Volontaire pour le front, il prend le commandement d’un bataillon du 158e RI en Artois en octobre 1914 (il est promu commandant à cette occasion) ; il décrit une unité très éprouvée par les combats qui ont précédé sa venue, et son évocation de Mazingarbe et Vermelles est courte mais précise, décrivant les lignes qui passent devant les habitations de mineurs (p. 59) : « Tous ces corons avaient été occupés un moment par les Allemands, puis repris par nous. Tout y était dans un désordre inexprimable ; les murs avaient été percés et l’on passait de l’un à l’autre, à l’abri des rues et, relativement, des coups. »
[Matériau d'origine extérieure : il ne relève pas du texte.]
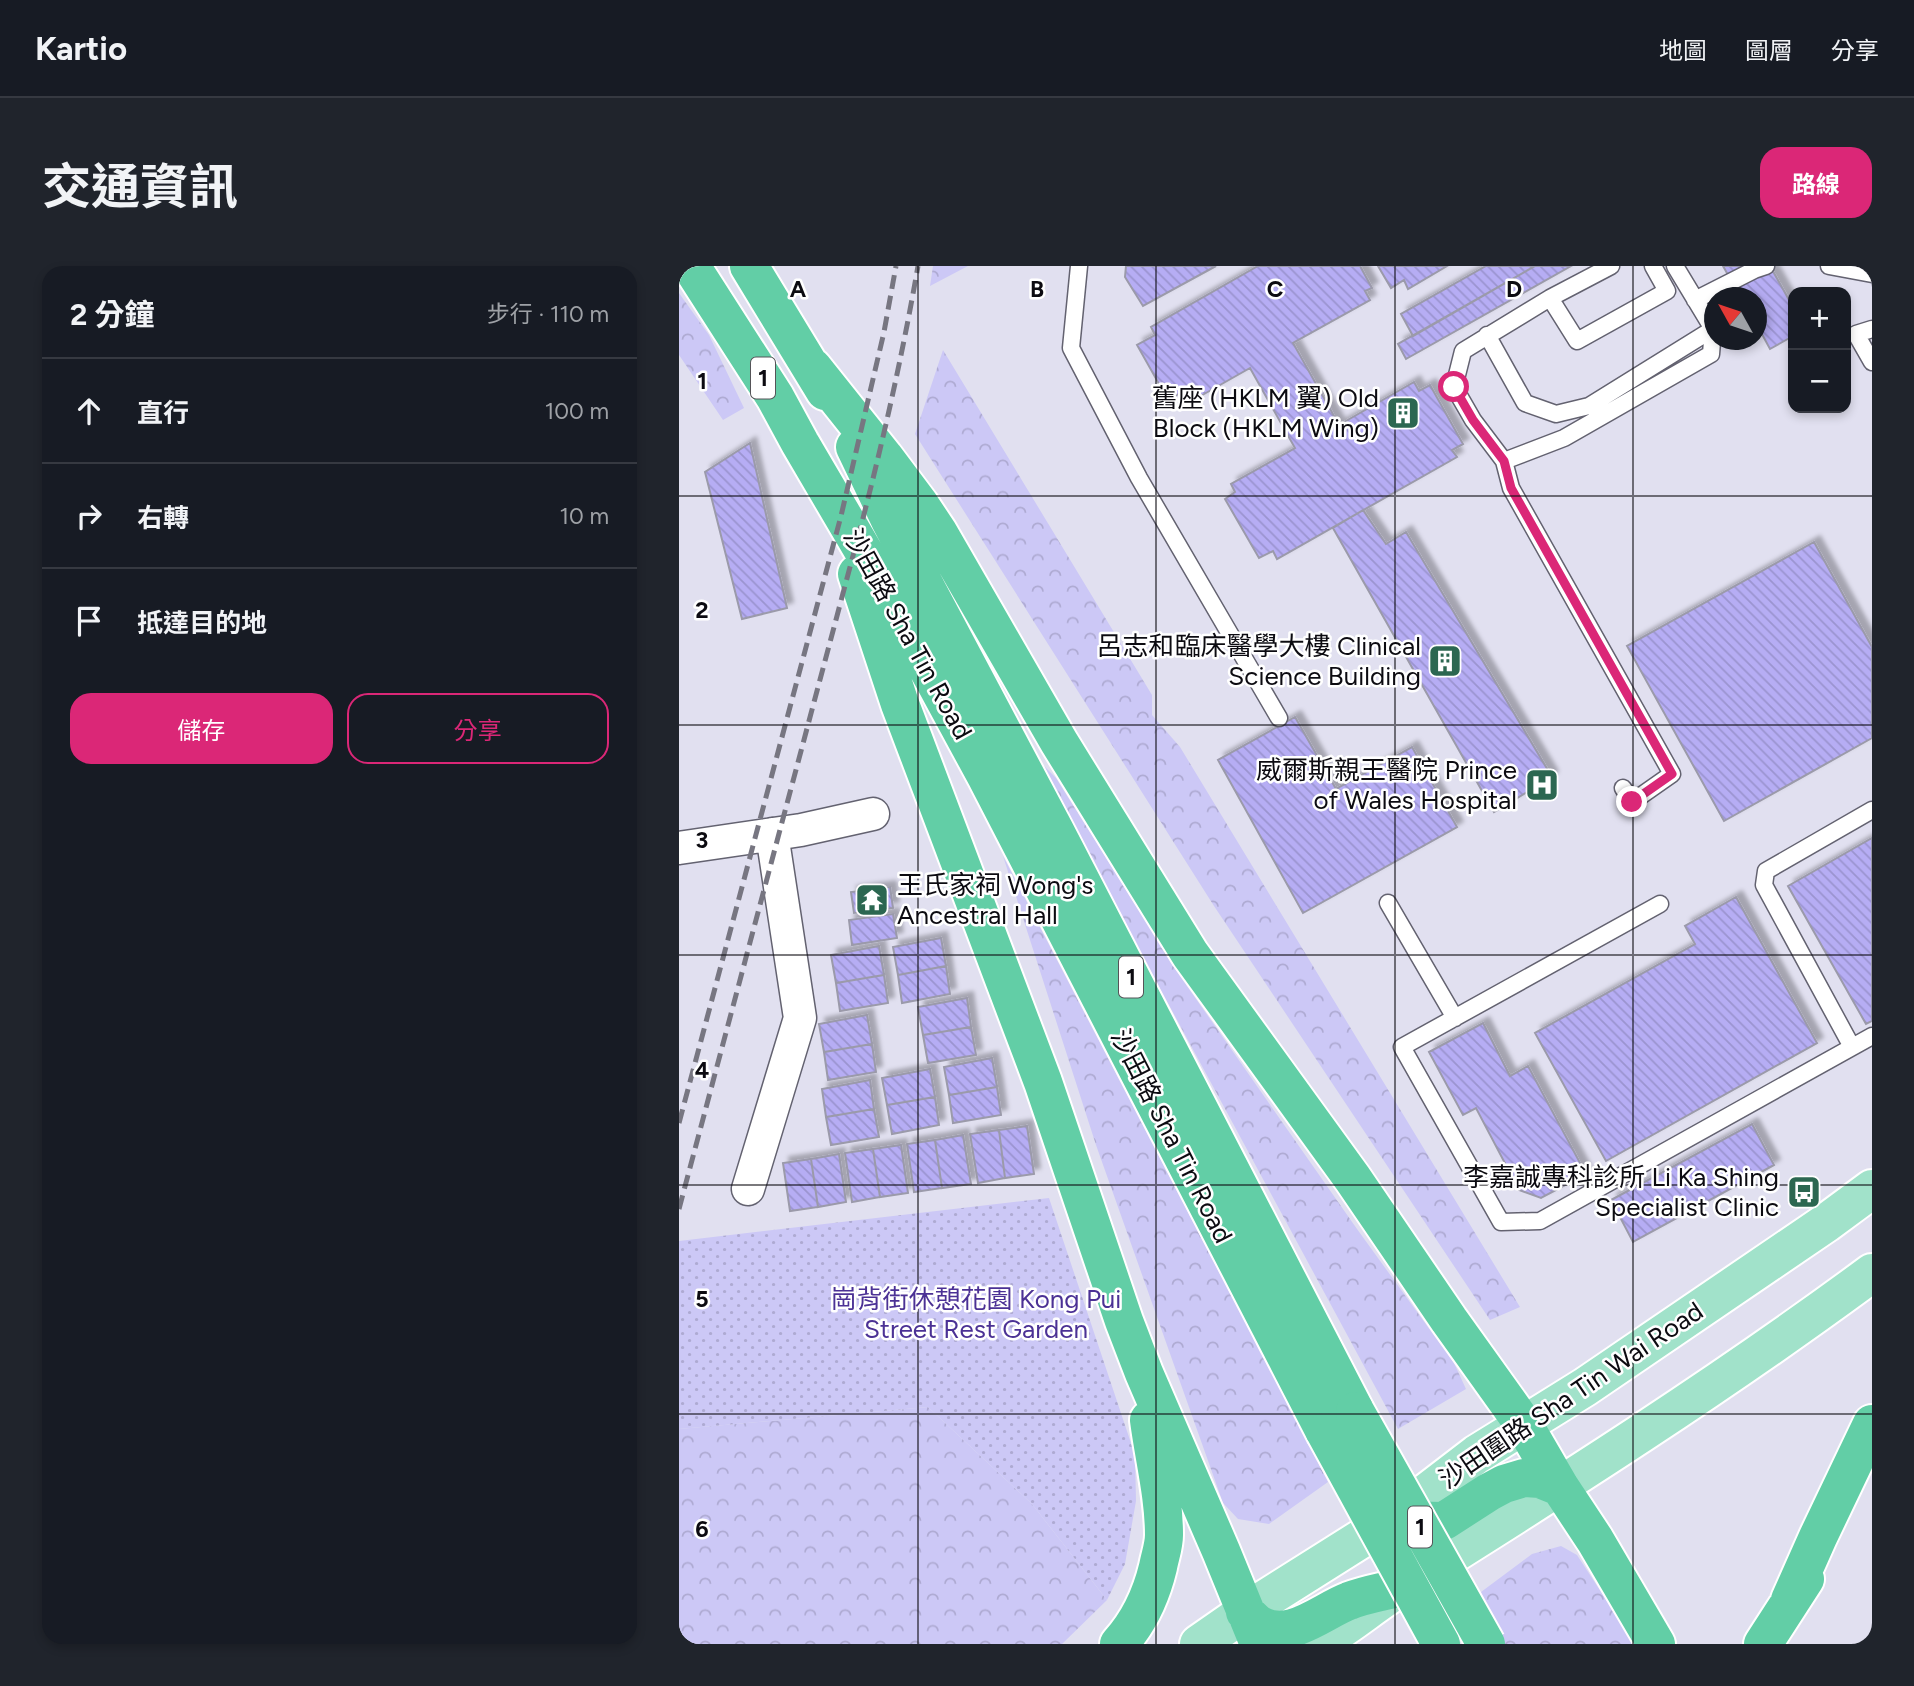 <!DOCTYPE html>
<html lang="zh-TW">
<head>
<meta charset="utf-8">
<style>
	:root { --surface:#171b24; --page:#20242c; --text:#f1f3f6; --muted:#9ea1a6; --line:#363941; --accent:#db2777 }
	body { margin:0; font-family:Figtree,"Noto Sans TC",sans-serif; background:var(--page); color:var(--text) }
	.controls { position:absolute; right:21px; top:21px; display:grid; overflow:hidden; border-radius:14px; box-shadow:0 4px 10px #0003 }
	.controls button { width:63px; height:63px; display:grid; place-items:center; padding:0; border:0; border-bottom:2px solid var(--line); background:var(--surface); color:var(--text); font:35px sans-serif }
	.compass { position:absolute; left:1025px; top:21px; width:63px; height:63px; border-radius:50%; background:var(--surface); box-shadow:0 4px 10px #0003; rotate:310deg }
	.stop { position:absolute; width:21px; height:21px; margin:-16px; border:5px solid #db2777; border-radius:50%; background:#fff }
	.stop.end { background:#db2777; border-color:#fff; box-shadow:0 2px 7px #0008 }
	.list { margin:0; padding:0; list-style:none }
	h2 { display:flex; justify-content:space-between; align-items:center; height:91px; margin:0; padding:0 28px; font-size:30px }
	h2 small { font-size:23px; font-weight:400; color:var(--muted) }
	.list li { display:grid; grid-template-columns:46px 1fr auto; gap:21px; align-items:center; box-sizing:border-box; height:105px; padding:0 28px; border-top:2px solid var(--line) }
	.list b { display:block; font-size:26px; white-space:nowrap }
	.list em { font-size:23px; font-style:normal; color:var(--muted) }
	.actions { display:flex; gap:14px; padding:21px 28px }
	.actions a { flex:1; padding:16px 0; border:2px solid var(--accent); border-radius:21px; text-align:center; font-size:24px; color:var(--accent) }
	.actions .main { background:var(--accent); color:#fff }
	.icon { flex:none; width:38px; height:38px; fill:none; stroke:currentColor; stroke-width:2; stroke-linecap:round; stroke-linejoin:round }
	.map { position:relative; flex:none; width:1193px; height:1378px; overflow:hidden; border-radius:21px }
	header { display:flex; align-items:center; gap:42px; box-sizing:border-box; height:98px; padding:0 35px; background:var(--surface); border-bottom:2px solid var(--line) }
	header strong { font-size:33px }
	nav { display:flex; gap:38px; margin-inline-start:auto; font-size:24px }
	.intro { display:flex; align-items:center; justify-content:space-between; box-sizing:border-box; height:168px; padding:0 42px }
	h1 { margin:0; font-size:49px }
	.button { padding:18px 32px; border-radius:21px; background:var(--accent); color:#fff; font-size:24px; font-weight:700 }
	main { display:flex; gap:42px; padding:0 42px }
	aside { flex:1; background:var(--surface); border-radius:21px; box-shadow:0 4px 10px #0003 }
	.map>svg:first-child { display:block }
</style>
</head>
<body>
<header>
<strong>Kartio</strong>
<nav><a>地圖</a><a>圖層</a><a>分享</a></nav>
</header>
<div class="intro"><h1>交通資訊</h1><a class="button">路線</a></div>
<main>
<aside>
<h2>2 分鐘<small>步行 · 110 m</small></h2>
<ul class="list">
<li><svg class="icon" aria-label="ahead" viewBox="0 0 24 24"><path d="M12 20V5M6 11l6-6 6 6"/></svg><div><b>直行</b></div><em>100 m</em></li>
<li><svg class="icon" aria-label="right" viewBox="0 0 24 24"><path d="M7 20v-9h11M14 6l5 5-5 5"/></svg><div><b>右轉</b></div><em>10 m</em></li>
<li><svg class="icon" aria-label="arrive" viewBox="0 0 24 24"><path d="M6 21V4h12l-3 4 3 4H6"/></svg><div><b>抵達目的地</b></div></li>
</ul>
<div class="actions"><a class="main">儲存</a><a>分享</a></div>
</aside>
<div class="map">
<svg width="1193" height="1378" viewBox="0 0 1193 1378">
	<defs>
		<pattern id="forest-crowns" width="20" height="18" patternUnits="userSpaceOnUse" patternTransform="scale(1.75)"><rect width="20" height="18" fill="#ccc8f6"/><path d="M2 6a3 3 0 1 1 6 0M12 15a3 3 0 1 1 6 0" fill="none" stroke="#aeaad2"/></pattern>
		<pattern id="park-dots" width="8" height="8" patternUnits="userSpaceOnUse" patternTransform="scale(1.75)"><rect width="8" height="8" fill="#ccc8f6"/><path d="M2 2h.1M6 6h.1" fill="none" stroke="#aeaad2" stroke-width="1.8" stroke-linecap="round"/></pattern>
		<pattern id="building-back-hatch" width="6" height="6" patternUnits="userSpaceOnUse" patternTransform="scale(1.75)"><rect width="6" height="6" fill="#b6adf4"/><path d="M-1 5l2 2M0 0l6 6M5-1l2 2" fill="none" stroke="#9b94d0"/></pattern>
		<filter id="shadow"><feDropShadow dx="6" dy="-6" stdDeviation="2" flood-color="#0004"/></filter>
	</defs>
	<rect width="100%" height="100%" fill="#e1e0f0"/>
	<!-- forest -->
	<path fill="url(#forest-crowns)" d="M254,0H289L251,20Z
		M0,27L30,69L65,142L44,154L0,89Z
		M264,84L473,429V449L501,481L841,1041L811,1054L535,640L236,168Z
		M356,491L377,512L501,710L678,963L775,1097L787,1123L719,1163Z
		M324,590L649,1216L590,1258L559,1253L544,1237L417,879Z
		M249,1141L353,1238L428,1334L383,1378H0V1163Z
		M882,1280L898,1289L956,1378H823L809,1353L802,1326L853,1288Z"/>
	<!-- park -->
	<path fill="url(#park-dots)" d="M370,932L456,1189L457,1235L446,1298L428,1334L353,1238L249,1141L0,1163V975Z"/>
	<!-- building -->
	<path fill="url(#building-back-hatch)" stroke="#9b9aaa" stroke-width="2" filter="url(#shadow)" d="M447,0H537L464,40L446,11Z
		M579,0H681L693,22L686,25L691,34L614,77L660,159L735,116L740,125L751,119L784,178L773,184L778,191L598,293L594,285L580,292L546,233L556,226L552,218L616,182L571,102L511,136L505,125L489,134L458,79L476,69L472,61Z
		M699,0H768L729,23L725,14L712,22Z
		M807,0H856L734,70L722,48Z
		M856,0H892L727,93L719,78Z
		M1044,0H1091L1114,41V70L1091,83L1078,59V32H1062Z
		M71,177L108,342L63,353L26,206Z
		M684,244L707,278L727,266L873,511L815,546L654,262Z
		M1135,276L1193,381V472L1045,555L948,380Z
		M616,451L657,523L733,481L778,561L624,647L539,494Z
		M1193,572V755L1187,758L1109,620Z
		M211,621L214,642L175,647L172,626Z
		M1057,631L1138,777L927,895L856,767L1016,678L1006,660Z
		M214,648L218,672L173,679L170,654Z
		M262,672L267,700L219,709L214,681Z
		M200,680L205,709L157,717L152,689Z
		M267,700L271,728L223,737L219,709Z
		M205,709L209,737L161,745L157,717Z
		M288,732L292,761L244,769L239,741Z
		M188,749L193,778L145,786L140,758Z
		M804,757L831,810L849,800L907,908L862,932L840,924L797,842L784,849L750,786Z
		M292,761L297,789L249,797L244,769Z
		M193,778L197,806L149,814L145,786Z
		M313,792L318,821L270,829L265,801Z
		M251,803L256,831L208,839L203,812Z
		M191,814L195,843L147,851L143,823Z
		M318,821L322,849L274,857L270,829Z
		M256,831L260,859L213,868L208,839Z
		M195,843L200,871L152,879L147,851Z
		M1073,858L1095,899L954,976L932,934Z
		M348,860L355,908L326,912L320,864Z
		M320,864L326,912L299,917L291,868Z
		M284,869L292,918L263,922L256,874Z
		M256,874L263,922L235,926L228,878Z
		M222,879L229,927L201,931L194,883Z
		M194,883L201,931L173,936L166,887Z
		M160,888L167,936L139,941L132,893Z
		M132,893L139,941L111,945L104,897Z"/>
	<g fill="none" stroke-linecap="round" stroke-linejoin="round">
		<defs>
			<path id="lane" d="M400,0L392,82L460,212L600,452
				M932,0L871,32L784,85L775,121L794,154L825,195L885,172L1032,88L1034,63L996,0
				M1150,0L1193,8
				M871,32L898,75L988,25L974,0
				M1016,34L1075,4L1087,0
				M1193,63L1177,68L1193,96
				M808,69L846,137L877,148L910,140L1034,63
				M825,195L832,222L993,508L953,536L944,522
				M709,637L776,752
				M981,638L723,781L822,956L861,955L1193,770
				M1173,781L1085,619L1087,605L1193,544"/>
			<path id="street" d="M0,582L122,564L194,548
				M69,923L121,752L93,568"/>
			<path id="primary" d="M520,1378L566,1346L712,1254L798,1188L906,1121L1147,957L1193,923
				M639,1378C669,1360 696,1337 726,1318C884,1219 1043,1118 1193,1007"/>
			<path id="highway" d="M12,0L96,131L121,177L192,298L307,510L646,1166
				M70,0L146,125
				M134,102L205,191L241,239L259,266L380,476L511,688L674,913L770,1054L845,1159L881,1221L916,1274L977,1378
				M176,181L211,254L376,565L676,1145
				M178,308L221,438L364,816L445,1055L465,1107L542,1285L580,1378
				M712,1254L765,1255L810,1226L825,1218L845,1212L861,1213L881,1221
				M1111,1334L1139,1271L1193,1158
				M566,1346C570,1349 574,1354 578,1357C609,1378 643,1345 670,1335C685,1329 703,1326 719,1322
				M440,1378C460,1356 472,1330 479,1301C481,1290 485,1280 485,1269C485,1231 475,1192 470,1154
				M1084,1378L1126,1313"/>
		</defs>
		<!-- lane casing -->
		<use href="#lane" stroke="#636270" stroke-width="19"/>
		<!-- street casing -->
		<use href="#street" stroke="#636270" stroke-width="35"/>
		<!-- primary casing -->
		<use href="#primary" stroke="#fff" stroke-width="42"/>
		<!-- highway casing -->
		<use href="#highway" stroke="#fff" stroke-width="42"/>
		<!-- lane -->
		<use href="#lane" stroke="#fff" stroke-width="16"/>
		<!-- street -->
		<use href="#street" stroke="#fff" stroke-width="32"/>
		<!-- primary -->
		<use href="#primary" stroke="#a1e2ca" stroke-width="38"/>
		<!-- highway -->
		<use href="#highway" stroke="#62cea6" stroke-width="38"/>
		<!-- rail -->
		<path stroke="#777681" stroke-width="5" stroke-dasharray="14 7" stroke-linecap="butt" d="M0,857L162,250L205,66L217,0
			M0,943L183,256C205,171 224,86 239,0"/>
		<defs>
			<path id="highway-bridge" d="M676,1145L807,1378
				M646,1166L762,1378"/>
		</defs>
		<!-- highway-bridge casing -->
		<use href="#highway-bridge" stroke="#fff" stroke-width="42" stroke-linecap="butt"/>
		<!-- highway-bridge -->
		<use href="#highway-bridge" stroke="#62cea6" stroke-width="38"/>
	</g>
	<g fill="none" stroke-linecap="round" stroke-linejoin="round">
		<!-- route -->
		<path stroke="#db2777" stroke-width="9" d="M775,121L794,154L825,195L832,222L993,508L953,536"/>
	</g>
	<!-- grid -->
	<path fill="none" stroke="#0c0b11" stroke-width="2" stroke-opacity="0.55" d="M239,0V1378M477,0V1378M716,0V1378M954,0V1378M0,230H1193M0,459H1193M0,689H1193M0,919H1193M0,1148H1193"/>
	<!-- icons -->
	<defs>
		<symbol id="building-square" viewBox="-11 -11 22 22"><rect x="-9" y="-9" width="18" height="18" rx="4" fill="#2c6751" stroke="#fff"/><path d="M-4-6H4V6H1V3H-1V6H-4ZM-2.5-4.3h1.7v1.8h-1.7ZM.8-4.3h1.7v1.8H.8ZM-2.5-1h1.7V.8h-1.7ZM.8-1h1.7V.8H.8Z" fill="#fff"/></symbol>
		<symbol id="hospital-square" viewBox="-11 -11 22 22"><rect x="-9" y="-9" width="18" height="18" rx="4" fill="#2c6751" stroke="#fff"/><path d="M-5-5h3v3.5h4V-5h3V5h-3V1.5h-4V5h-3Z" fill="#fff"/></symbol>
		<symbol id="temple-square" viewBox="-11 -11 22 22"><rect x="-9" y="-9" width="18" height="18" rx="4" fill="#2c6751" stroke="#fff"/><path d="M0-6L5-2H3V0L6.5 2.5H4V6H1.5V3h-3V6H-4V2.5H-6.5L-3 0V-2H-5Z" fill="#fff"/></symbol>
		<symbol id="bus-square" viewBox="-11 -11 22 22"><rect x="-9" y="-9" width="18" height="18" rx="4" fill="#2c6751" stroke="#fff"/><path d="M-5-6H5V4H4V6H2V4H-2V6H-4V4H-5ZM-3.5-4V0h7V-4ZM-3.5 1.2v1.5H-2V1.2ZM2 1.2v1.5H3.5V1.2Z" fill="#fff"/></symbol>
	</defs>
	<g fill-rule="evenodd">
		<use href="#building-square" x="705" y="128" width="38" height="38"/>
		<use href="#building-square" x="747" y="376" width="38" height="38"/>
		<use href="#hospital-square" x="844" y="500" width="38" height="38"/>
		<use href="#temple-square" x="174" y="615" width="38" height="38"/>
		<use href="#bus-square" x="1106" y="907" width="38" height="38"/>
	</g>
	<g text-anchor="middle" stroke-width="5" stroke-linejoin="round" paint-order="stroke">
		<!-- shield labels -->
		<g fill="#fff" stroke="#555458" stroke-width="2">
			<rect x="72" y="91.5" width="24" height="41" rx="5"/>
			<rect x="440" y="690.5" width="24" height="41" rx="5"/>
			<rect x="729" y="1240.5" width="24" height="41" rx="5"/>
		</g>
		<g font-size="24" font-weight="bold" fill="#0c0b11">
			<text x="84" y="120">1</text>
			<text x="452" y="719">1</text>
			<text x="741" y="1269">1</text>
		</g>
		<!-- poi labels -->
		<g font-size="26" fill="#0c0b11" stroke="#fff" text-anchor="end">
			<text x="700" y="141">舊座 (HKLM 翼) Old<tspan x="700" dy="30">Block (HKLM Wing)</tspan></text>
			<text x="742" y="389">呂志和臨床醫學大樓 Clinical<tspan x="742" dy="30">Science Building</tspan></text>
			<text x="838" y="513">威爾斯親王醫院 Prince<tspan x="838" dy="30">of Wales Hospital</tspan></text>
			<text x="218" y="628" text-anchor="start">王氏家祠 Wong's<tspan x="218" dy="30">Ancestral Hall</tspan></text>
			<text x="1100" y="920">李嘉誠專科診所 Li Ka Shing<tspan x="1100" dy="30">Specialist Clinic</tspan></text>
		</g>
		<!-- street labels -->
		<g font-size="26" fill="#0c0b11" stroke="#fff">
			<text transform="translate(229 368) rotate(61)" y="9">沙田路 Sha Tin Road</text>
			<text transform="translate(493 870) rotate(63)" y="9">沙田路 Sha Tin Road</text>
			<text transform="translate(892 1129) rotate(-34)" y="9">沙田圍路 Sha Tin Wai Road</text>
		</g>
		<!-- park labels -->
		<g font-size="26" fill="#4b3195" stroke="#fff">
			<text x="297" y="1042">崗背街休憩花園 Kong Pui<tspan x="297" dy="30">Street Rest Garden</tspan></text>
		</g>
	</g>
	<g font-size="23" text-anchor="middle" font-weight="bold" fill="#0c0b11" stroke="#fff" stroke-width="5" stroke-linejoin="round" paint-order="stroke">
		<text x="119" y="31">A</text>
		<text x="358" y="31">B</text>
		<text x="596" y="31">C</text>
		<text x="835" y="31">D</text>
		<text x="23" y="123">1</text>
		<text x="23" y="352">2</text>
		<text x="23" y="582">3</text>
		<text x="23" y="812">4</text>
		<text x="23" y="1041">5</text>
		<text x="23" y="1271">6</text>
	</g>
</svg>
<div class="controls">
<button>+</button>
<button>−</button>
</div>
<svg class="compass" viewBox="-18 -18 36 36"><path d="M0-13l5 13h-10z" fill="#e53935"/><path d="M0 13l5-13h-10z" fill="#9ea1a6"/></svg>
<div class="stop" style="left:775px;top:121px"></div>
<div class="stop end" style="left:953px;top:536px"></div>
</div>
</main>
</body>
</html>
Le second intérêt de l’ouvrage réside dans la description de la Première Bataille d’Ypres à laquelle l’auteur a participé, lors de la poussée allemande de fin octobre-novembre 1914. L’auteur décrit au ras du sol les violents affrontements, sans répit et avec des effectifs fondants, entre combats en rase-campagne et début de la guerre de position. Ses fonctions à la tête d’un bataillon lui permettent d’avoir une bonne vue des opérations, et de les restituer clairement pour le lecteur. Le récit est tendu, haletant. Ainsi dans un passage, l’auteur, épuisé, doit prendre un moment de sommeil ; il est réveillé par un lieutenant qui lui apprend que le colonel Houssement, commandant le régiment, (4 novembre, p. 95) : « venait d’être tué au bord d’une tranchée de première ligne, et que je prenais dès lors le commandement du régiment. Je ne compris pas tout d’abord, mais peu à peu, la réalité se présenta à moi. J’étais atterré et navré… Il n’y avait pas quinze jours que j’étais au front et je me voyais chef, responsable de tout un régiment, en plein combat, sur une position importante qu’il fallait conserver à tout prix. Je ne pense pas que jamais officier ne se soit trouvé en situation plus tragique. » Bien que de « culture gendarmerie», c’est-à-dire peu entraîné à la direction du combat d’infanterie, il semble s’en sortir à peu près bien.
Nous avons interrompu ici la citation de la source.